A scene from the COC’s “tawdry” Carmen.

The Canadian Opera Company’s production of Bizet’s audience favourite, “Carmen,” opened at the Four Seasons Center two nights ago.  The original announcement had Beth Clayton in the role of the seductive gypsy, but according to “Fashion Magazine,” Ms. Clayton announced her withdrawal from the role on January 20th, leaving little time for the COC to find replacements for a production that would begin in a few days.  The second announcement had Israelli mezzo-soprano, Rinat Shaham (above), replacing Clayton, who withdrew for “health reasons.”  Shaham is performing Jan. 27, 30, Feb. 2, 5, 7, 9, 11, 14, and her alternate, Anita Rachvelishvili on Feb. 17, 20, 23, 27.  Micaela is portrayed by Canadian soprano, Jessica Muirhead, Don Jose is played by both Bryan Hymel (above) and Garrett Sorenson, and Escamillo is Paul Gay.

In and of itself, Bizet’s opera was controversial in its day, for its fusion of comedy and tragedy, its gutsy realism, and in-your-face female heroine, the universally desired, Carmencita.  But, it seems that controversy follows Carmen wherever she goes, the COC notwithstanding.

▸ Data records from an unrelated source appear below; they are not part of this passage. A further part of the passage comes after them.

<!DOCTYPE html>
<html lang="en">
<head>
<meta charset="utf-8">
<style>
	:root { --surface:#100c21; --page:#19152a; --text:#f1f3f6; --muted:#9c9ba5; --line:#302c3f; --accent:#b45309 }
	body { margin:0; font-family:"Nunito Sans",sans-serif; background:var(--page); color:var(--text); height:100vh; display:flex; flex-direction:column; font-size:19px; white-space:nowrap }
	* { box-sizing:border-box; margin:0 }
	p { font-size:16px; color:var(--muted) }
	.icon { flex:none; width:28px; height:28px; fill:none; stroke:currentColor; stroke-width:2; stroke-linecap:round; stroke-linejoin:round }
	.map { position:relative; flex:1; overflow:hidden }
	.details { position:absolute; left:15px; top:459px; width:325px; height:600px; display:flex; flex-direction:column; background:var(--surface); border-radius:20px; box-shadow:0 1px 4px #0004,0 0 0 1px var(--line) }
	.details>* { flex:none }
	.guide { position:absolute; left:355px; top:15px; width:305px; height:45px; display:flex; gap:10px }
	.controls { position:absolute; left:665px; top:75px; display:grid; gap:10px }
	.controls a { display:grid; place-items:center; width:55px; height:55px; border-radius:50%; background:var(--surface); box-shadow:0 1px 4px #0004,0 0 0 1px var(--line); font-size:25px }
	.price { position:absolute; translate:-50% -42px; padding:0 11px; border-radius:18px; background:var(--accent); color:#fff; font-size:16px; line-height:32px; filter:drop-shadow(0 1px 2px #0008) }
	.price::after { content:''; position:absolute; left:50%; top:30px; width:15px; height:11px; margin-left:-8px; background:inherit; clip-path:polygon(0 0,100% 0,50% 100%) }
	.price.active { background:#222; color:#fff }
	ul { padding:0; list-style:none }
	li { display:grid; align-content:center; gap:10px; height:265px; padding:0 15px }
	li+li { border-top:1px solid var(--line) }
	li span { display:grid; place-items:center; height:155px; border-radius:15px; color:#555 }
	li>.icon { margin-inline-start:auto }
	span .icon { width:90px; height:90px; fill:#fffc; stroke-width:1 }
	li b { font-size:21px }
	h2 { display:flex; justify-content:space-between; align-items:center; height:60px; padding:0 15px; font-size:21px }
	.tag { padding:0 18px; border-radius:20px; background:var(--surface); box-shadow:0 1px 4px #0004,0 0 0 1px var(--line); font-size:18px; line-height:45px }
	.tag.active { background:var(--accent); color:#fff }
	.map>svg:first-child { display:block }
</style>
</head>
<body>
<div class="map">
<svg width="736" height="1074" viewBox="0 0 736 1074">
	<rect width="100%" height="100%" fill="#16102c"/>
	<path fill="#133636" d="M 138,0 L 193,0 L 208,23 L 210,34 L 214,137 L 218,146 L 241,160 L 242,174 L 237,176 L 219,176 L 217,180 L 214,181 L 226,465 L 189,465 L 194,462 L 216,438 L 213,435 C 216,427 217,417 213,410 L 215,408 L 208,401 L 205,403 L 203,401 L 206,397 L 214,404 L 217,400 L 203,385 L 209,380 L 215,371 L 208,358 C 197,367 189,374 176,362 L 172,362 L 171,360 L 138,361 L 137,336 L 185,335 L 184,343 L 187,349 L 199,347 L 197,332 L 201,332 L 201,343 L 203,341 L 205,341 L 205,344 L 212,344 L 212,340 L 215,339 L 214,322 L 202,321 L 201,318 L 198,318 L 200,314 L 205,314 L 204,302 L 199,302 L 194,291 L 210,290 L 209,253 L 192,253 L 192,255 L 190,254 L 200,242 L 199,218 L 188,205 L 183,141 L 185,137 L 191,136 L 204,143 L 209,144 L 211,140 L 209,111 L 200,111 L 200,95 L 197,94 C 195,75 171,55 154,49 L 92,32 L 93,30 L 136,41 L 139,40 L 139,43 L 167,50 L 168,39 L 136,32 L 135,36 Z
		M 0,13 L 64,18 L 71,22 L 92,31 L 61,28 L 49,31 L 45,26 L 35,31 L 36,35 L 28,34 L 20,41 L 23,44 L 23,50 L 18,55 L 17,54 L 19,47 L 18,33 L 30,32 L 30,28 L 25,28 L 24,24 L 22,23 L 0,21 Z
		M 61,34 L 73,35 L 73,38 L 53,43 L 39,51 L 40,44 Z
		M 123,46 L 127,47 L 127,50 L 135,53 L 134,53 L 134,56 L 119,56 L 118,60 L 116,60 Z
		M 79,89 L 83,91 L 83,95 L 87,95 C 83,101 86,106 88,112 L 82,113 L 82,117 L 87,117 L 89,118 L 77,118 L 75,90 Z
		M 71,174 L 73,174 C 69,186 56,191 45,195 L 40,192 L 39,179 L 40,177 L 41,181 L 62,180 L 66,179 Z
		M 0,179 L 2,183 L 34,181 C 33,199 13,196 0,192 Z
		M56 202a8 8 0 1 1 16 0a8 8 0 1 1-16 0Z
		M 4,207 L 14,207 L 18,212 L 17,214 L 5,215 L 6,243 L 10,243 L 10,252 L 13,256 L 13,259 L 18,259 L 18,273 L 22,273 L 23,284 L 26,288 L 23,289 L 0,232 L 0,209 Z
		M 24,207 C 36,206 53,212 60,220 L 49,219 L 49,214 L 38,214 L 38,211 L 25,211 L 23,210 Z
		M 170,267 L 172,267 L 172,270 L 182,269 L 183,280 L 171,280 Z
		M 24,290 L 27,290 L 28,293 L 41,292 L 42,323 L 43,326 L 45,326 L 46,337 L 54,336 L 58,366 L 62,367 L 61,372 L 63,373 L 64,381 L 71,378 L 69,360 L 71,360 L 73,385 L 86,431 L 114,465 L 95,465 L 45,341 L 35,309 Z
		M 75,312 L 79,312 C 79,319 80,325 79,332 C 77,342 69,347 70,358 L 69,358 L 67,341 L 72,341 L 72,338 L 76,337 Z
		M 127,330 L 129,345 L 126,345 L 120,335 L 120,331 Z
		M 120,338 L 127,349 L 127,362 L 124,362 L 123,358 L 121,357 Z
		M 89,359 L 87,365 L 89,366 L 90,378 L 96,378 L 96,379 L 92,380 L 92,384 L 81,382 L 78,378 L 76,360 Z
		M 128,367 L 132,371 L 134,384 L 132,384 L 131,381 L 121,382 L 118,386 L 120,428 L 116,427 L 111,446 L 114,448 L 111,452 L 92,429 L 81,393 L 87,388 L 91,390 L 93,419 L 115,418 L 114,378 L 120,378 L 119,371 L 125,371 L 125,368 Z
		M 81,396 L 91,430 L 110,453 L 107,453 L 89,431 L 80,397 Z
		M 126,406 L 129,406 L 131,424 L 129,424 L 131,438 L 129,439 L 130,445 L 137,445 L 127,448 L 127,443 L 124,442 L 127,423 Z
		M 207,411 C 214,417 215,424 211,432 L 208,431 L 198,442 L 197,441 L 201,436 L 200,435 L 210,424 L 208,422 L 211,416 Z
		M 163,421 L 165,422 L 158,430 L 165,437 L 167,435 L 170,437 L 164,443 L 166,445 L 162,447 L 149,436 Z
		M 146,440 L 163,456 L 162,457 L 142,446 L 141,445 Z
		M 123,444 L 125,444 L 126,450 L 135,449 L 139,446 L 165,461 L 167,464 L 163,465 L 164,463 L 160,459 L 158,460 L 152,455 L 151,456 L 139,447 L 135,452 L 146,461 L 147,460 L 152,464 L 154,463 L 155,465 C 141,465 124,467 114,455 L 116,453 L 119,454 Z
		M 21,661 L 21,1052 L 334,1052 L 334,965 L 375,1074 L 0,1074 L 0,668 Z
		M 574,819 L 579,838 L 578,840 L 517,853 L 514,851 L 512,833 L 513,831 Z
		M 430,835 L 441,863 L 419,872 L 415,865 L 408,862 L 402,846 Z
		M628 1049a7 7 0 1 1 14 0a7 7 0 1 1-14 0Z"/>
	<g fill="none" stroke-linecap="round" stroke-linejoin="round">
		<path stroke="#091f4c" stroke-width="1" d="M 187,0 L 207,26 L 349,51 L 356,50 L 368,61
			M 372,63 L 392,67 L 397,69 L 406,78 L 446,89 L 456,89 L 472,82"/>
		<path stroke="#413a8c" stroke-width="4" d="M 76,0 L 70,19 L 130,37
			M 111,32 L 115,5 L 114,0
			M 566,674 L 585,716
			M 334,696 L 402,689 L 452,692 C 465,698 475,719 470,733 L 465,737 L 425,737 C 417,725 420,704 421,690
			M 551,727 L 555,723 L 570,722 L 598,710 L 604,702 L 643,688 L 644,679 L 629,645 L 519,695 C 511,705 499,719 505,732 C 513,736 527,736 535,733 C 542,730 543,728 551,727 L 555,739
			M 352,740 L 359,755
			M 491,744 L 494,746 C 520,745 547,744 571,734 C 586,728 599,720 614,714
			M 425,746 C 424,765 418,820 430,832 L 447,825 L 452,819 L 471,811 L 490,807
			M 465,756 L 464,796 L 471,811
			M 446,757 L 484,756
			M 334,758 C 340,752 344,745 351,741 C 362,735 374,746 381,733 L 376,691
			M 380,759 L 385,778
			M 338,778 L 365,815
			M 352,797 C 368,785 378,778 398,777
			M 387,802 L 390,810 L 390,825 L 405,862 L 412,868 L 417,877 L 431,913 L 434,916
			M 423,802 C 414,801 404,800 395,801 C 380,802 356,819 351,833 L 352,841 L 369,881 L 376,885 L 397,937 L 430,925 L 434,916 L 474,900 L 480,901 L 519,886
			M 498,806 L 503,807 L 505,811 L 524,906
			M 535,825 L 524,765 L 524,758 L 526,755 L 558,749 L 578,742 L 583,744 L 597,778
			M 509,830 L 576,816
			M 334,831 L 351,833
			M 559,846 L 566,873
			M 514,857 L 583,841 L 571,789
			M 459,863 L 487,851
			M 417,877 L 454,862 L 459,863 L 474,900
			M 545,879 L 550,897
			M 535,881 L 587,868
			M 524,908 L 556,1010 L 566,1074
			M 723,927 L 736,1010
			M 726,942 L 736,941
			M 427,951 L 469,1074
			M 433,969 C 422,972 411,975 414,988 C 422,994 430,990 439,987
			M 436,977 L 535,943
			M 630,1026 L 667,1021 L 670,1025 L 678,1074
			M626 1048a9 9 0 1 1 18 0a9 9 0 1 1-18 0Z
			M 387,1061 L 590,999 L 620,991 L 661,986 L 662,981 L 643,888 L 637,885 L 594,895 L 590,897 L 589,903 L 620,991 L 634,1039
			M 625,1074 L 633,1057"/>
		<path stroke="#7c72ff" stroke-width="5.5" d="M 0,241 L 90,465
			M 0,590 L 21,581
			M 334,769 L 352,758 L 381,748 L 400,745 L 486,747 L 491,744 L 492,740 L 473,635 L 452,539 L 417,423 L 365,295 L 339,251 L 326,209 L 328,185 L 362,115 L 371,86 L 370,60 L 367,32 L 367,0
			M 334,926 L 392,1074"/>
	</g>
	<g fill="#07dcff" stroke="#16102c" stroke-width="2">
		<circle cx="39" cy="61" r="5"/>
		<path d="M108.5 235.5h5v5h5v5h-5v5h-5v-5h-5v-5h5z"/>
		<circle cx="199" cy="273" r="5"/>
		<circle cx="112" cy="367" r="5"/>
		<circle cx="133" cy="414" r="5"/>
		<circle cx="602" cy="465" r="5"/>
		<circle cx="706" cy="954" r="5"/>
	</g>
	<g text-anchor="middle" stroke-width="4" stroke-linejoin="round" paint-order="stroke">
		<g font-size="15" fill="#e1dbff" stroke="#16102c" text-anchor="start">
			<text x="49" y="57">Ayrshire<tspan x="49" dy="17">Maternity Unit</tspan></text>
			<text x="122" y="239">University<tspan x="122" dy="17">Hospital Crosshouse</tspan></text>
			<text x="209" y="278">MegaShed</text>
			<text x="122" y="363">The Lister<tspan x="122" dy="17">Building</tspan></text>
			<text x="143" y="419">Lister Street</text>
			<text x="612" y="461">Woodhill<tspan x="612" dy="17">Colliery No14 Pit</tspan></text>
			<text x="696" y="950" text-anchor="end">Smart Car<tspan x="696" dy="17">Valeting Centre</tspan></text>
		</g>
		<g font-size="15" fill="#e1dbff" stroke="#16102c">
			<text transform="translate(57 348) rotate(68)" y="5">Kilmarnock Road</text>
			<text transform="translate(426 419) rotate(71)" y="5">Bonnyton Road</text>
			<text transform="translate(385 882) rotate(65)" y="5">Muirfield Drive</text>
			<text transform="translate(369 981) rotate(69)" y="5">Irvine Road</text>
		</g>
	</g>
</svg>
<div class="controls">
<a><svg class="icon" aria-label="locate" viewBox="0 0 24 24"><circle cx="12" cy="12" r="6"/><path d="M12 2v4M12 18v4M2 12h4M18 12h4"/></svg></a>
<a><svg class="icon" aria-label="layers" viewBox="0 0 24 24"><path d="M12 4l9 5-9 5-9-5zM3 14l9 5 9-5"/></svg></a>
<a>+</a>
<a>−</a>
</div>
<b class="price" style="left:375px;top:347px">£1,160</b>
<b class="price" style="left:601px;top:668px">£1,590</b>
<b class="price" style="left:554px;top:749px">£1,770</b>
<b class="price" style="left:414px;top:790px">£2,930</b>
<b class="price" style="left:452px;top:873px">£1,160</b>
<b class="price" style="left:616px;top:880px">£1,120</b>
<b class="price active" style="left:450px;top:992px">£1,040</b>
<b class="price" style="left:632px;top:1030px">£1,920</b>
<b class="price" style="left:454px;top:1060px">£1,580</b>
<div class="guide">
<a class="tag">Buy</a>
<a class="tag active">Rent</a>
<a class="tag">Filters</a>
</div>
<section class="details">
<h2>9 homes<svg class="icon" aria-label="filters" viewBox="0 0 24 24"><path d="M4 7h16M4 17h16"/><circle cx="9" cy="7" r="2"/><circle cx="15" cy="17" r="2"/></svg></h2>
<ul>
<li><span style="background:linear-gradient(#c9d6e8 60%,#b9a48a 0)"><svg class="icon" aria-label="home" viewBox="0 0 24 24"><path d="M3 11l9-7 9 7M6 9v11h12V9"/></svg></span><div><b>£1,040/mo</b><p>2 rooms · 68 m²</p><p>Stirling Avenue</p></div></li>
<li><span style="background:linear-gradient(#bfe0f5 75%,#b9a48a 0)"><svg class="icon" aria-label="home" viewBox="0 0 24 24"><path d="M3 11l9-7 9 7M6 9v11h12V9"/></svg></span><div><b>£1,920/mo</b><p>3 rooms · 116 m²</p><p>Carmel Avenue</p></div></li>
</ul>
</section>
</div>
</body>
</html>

Here are some reviews.  Enjoy.

COC Carmen too Tawdry by John Coulbourne of the QMI Agency

Trio of Singers Redeems Flawed Carmen from the Globe and Mail

Carmen in Eyeweekly.com

According to these, once again, the purity and authenticity of opera has been marred by producers and directors trying to project more from the opera than is actually necessary.  Actually, it’s more a “dumbing down”, which probably should offend the intelligence of operagoers.  If you strip it down to the nitty-gritty, opera says everything it needs to say, as it is.  I wonder whether directors feel that to make it “sexier,” “more disturbing,” or even “more interesting”, they need to over-emphasize the wonderful subtleties that audiences actually adore, subtleties that composers like Bizet, Verdi, and even Beethoven, already imbedded within their operatic fabric.  Have audiences changed all that much that we need it–whatever “it” is–shoved in our faces for fear we didn’t get it?   I think we get it!